Playing football or ice hockey for example, if you are a regular gout sufferer, is likely to cause more problems than it solves.
You may well feel fine while playing – but all the time you are engaging in contact sports, you’ll be picking up minor trauma’s. These may be so small you’d never notice them – most won’t even bruise, but they will form perfect areas for urate crystals to form (and therefore gout to begin).
As much as the exercise will do you good, the regular trauma will actually increase your likelihood of suffering future gout attacks.
Even within normal, controlled exercise in a gym, certain actions are much more dangerous for gout sufferers (by which I mean they are much more likely to trigger a gout attack).
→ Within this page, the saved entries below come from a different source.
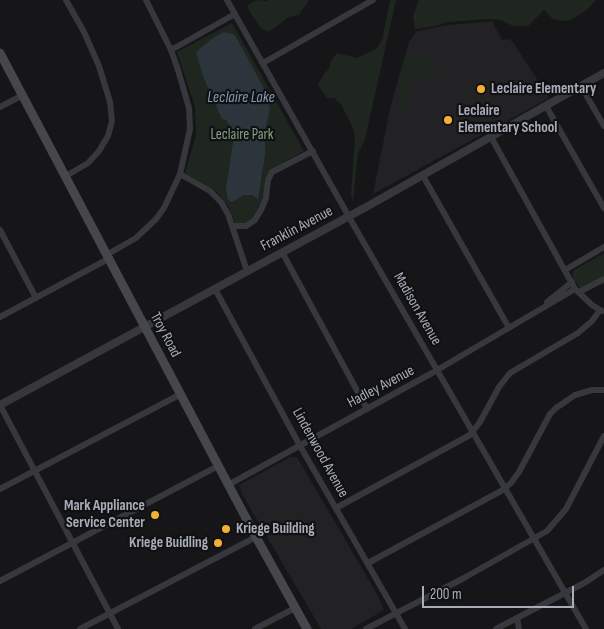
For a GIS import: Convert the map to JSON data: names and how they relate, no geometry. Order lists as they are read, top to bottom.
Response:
{
  "streets": {
    "main road": ["Troy Road"],
    "street": [
      "Franklin Avenue",
      "Madison Avenue",
      "Hadley Avenue",
      "Lindenwood Avenue"
    ]
  },
  "crossings": [
    ["Franklin Avenue", "Madison Avenue"],
    ["Franklin Avenue", "Troy Road"],
    ["Franklin Avenue", "Lindenwood Avenue"],
    ["Madison Avenue", "Hadley Avenue"],
    ["Troy Road", "Hadley Avenue"],
    ["Hadley Avenue", "Lindenwood Avenue"]
  ],
  "water": ["Leclaire Lake"],
  "parks": ["Leclaire Park"],
  "places": [
    "Leclaire Elementary",
    "Leclaire Elementary School",
    "Mark Appliance Service Center",
    "Kriege Building",
    "Kriege Buidling"
  ],
  "scale_bar": "200 m"
}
Running for example, involves impact on your feet and knees. If you tend to suffer first with gout in your big toe (like many people do), then running is only likely to make gout attacks all the more frequent – the impact forcing your toes into the end of your shoes.
The type and size of shoe you are wearing will also have some impact, but it’s fair to assume the net balance is negative.
The impact or ‘trauma’ created is, as mentioned, a well-known trigger for gout. The same is true of rowing machines on the knees, where the jolt of changing stroke, can trigger future gout attacks in the knees.
Given this risk of trauma to gout-vulnerable joints, it is perhaps no surprise then that swimming is one of the best possible exercises if you suffer with gout.
Exercises That Can Help Gout…
Not only is it great for your joints because the water takes up most of your weight, but the water itself can also have a massaging impact on surrounding muscles and ligaments. There is a reason hydrotherapy is frequently used for rehabilitation.
However, if swimming is not your ‘thing’, that’s fine – depending on which parts of your body tend to suffer most with gout, you can always come up with a custom exercise routine.
Even just altering some of your common exercises can have the desired result. For example, if you like doing sit-ups, then as long as you consider ‘how’ you execute them will define whether they trigger gout or help you to avoid it.
Jam your feet under one of the sit-up bars that you attach to doors for example or get someone to hold your feet down, and you are on a potential loser.
Lift your feet and knees in the air and do a normal abdominal crunch however and, not only are you elevating your feet/ knees (if you suffer with gout that’s no bad thing), but you are also ensuring no impact while you work out.
Even something as basic as a push-up will cause tension on your big toes as they take the brunt of your weight if you use the traditional stance. Doing a reduced push-up on your knees and hands can be a better option if you typically suffer with gout in your toes, but be careful that you don’t just start getting gout in your knees.
The Final Word –
In summary, exercise and weight loss are always listed under any ‘guide to treating gout’, but the case for both is less clear cut than expected.
Answering the question does exercise help gout is not nearly as straight forward as many sources would have us believe.
Well in the first instance, it is rarely pointed out that exercise is only ever to be done after gout attacks and never around them.
Then when it comes to long-term ‘gouty arthritis’ prevention, the changes must be gradual, or the positive effect on your uric acid (gout) will fast become negative actually increasing the frequency and severity of your attacks.
Crash dieting has at times been linked with increases of gout, but crash exercising is just as bad.
And then finally, there is the type of exercise you undertake – any that involves impact or may cause even minor trauma can give the urate crystals that create gout a perfect homing target.
So how does exercise help gout – well gradual increases in exercise, with swimming and lots of low impact activities included will lower your uric acid retention and see your gout attacks diminish.
Other factors like changing the type of foods you eat however, may have far more impact than either a strict general diet or specifically for this report – exercise.
The real take home message is ‘just exercising without a lot of consideration, will not help gout, but if done carefully, then yes it can help to prevent it.